## Work to be completed
Return only the line that contains "Detect the street" and each line after it, through the last line of the data below, copied exactly.

--------------------

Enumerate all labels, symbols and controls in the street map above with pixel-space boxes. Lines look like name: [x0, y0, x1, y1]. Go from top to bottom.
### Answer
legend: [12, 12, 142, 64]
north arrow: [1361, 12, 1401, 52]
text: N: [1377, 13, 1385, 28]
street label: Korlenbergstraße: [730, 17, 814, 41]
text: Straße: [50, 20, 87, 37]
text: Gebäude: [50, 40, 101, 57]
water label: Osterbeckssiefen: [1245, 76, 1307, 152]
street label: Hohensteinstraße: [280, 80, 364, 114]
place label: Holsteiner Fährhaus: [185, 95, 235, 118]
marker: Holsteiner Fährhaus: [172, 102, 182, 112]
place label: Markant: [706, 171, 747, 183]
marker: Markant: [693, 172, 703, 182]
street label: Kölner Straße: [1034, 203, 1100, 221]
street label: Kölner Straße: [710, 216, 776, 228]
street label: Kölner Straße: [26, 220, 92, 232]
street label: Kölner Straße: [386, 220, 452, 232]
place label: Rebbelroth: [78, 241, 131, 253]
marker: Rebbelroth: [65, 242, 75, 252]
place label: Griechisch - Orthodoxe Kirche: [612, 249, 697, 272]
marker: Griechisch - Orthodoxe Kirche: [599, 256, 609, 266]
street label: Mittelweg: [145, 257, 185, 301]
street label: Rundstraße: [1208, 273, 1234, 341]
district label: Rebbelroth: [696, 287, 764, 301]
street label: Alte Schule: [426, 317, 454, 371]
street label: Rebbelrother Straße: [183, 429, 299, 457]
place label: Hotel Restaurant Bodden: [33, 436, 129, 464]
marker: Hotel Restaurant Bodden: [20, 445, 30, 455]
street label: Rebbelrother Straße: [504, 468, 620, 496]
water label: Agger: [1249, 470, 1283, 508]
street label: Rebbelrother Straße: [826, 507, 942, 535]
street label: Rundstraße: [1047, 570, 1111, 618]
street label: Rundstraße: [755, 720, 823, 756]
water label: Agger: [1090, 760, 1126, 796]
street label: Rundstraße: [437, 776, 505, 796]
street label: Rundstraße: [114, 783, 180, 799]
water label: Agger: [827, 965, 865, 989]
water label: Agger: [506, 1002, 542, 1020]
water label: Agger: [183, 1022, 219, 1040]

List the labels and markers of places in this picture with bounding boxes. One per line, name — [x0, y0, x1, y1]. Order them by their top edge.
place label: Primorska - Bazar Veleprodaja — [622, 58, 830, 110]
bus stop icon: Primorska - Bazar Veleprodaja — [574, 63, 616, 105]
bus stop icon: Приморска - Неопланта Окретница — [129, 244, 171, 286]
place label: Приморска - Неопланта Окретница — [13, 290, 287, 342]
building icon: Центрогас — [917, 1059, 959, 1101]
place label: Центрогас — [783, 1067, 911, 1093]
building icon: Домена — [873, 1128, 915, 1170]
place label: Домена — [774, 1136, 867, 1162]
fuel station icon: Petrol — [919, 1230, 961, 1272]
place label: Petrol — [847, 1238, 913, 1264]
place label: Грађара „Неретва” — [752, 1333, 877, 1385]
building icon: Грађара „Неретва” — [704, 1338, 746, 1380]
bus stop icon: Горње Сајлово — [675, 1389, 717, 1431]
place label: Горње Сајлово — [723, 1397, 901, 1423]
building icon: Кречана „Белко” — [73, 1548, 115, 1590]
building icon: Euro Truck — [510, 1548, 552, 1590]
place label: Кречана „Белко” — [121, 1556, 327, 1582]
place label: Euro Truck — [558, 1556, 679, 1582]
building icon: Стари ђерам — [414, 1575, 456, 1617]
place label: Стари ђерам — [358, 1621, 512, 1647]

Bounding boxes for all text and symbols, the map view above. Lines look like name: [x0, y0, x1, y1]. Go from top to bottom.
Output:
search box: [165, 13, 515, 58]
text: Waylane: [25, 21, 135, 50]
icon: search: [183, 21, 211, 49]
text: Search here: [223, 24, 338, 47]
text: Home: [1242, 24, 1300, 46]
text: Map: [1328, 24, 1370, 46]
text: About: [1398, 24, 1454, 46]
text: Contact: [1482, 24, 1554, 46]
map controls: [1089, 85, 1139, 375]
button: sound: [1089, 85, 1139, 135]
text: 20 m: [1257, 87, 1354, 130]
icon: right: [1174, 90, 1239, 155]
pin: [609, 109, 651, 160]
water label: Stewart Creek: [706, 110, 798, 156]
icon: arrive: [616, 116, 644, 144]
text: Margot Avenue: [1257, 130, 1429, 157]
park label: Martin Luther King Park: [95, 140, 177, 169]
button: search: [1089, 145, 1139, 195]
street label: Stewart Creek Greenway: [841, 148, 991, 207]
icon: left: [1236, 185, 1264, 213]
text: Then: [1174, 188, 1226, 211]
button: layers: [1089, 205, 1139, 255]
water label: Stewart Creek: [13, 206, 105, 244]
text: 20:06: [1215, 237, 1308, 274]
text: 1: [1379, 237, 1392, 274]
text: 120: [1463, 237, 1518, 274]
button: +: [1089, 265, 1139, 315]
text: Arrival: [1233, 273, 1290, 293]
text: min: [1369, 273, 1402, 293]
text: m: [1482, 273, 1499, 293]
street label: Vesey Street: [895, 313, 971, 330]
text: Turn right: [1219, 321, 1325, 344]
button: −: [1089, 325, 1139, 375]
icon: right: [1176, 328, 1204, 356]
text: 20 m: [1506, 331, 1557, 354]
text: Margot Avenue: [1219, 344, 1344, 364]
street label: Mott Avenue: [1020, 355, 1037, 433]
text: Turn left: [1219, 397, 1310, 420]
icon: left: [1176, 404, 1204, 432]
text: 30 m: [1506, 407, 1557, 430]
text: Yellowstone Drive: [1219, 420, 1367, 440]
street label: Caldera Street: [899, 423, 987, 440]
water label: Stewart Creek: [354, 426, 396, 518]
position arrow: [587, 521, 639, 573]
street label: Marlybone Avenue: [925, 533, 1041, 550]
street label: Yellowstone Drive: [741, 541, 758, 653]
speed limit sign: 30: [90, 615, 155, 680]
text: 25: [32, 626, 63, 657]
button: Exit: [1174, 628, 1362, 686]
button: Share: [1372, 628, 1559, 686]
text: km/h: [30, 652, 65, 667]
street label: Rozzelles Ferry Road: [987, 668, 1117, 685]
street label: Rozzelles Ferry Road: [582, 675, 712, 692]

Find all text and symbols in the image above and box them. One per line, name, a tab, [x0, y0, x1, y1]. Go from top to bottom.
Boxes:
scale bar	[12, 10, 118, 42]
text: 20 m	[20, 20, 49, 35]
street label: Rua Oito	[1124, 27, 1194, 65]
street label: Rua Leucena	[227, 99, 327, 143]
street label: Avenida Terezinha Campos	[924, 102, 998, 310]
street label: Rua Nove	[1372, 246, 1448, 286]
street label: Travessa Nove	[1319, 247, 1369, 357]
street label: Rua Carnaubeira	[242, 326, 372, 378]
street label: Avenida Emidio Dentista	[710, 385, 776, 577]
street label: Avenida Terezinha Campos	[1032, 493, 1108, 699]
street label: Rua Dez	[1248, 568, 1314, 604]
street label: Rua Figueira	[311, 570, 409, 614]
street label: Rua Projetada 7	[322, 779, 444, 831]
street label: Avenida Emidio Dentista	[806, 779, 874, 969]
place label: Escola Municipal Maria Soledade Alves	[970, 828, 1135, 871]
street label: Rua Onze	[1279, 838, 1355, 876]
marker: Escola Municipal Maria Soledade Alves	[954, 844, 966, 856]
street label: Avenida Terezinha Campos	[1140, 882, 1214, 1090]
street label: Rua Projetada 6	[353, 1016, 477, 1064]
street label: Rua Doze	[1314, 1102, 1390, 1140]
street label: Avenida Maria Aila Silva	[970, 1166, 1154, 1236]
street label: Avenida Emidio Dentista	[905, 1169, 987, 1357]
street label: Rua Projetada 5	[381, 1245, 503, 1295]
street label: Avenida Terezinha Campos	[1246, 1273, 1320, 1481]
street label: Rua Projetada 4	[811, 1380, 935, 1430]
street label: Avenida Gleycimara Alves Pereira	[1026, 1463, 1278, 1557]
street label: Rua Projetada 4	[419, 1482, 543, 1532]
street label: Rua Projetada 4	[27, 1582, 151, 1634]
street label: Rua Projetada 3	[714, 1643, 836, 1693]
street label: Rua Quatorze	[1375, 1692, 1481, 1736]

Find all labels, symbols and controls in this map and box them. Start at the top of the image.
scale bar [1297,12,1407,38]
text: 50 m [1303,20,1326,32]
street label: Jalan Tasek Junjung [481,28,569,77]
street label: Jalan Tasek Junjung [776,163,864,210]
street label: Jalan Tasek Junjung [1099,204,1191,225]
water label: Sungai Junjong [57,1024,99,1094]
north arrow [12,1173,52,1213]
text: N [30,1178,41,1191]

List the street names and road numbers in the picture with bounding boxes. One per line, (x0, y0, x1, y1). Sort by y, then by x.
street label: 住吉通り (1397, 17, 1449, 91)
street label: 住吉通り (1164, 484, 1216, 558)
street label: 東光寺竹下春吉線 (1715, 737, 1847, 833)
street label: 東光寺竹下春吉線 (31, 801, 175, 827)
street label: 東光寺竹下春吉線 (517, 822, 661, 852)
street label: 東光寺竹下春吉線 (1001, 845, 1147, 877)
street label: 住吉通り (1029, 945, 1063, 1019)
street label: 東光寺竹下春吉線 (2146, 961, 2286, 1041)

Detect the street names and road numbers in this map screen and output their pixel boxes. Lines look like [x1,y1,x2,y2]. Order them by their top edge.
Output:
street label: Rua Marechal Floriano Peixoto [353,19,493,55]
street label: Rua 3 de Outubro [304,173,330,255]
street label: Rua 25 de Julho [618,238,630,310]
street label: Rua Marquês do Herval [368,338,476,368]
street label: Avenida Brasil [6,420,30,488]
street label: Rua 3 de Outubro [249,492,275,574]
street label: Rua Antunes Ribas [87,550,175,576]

--------------------

## Output for this exercise
Detect the street names and road numbers in this map screen and output their pixel boxes. Lines look like [x1,y1,x2,y2]. Order them by their top edge.
Output:
street label: Rua Marechal Floriano Peixoto [353,19,493,55]
street label: Rua 3 de Outubro [304,173,330,255]
street label: Rua 25 de Julho [618,238,630,310]
street label: Rua Marquês do Herval [368,338,476,368]
street label: Avenida Brasil [6,420,30,488]
street label: Rua 3 de Outubro [249,492,275,574]
street label: Rua Antunes Ribas [87,550,175,576]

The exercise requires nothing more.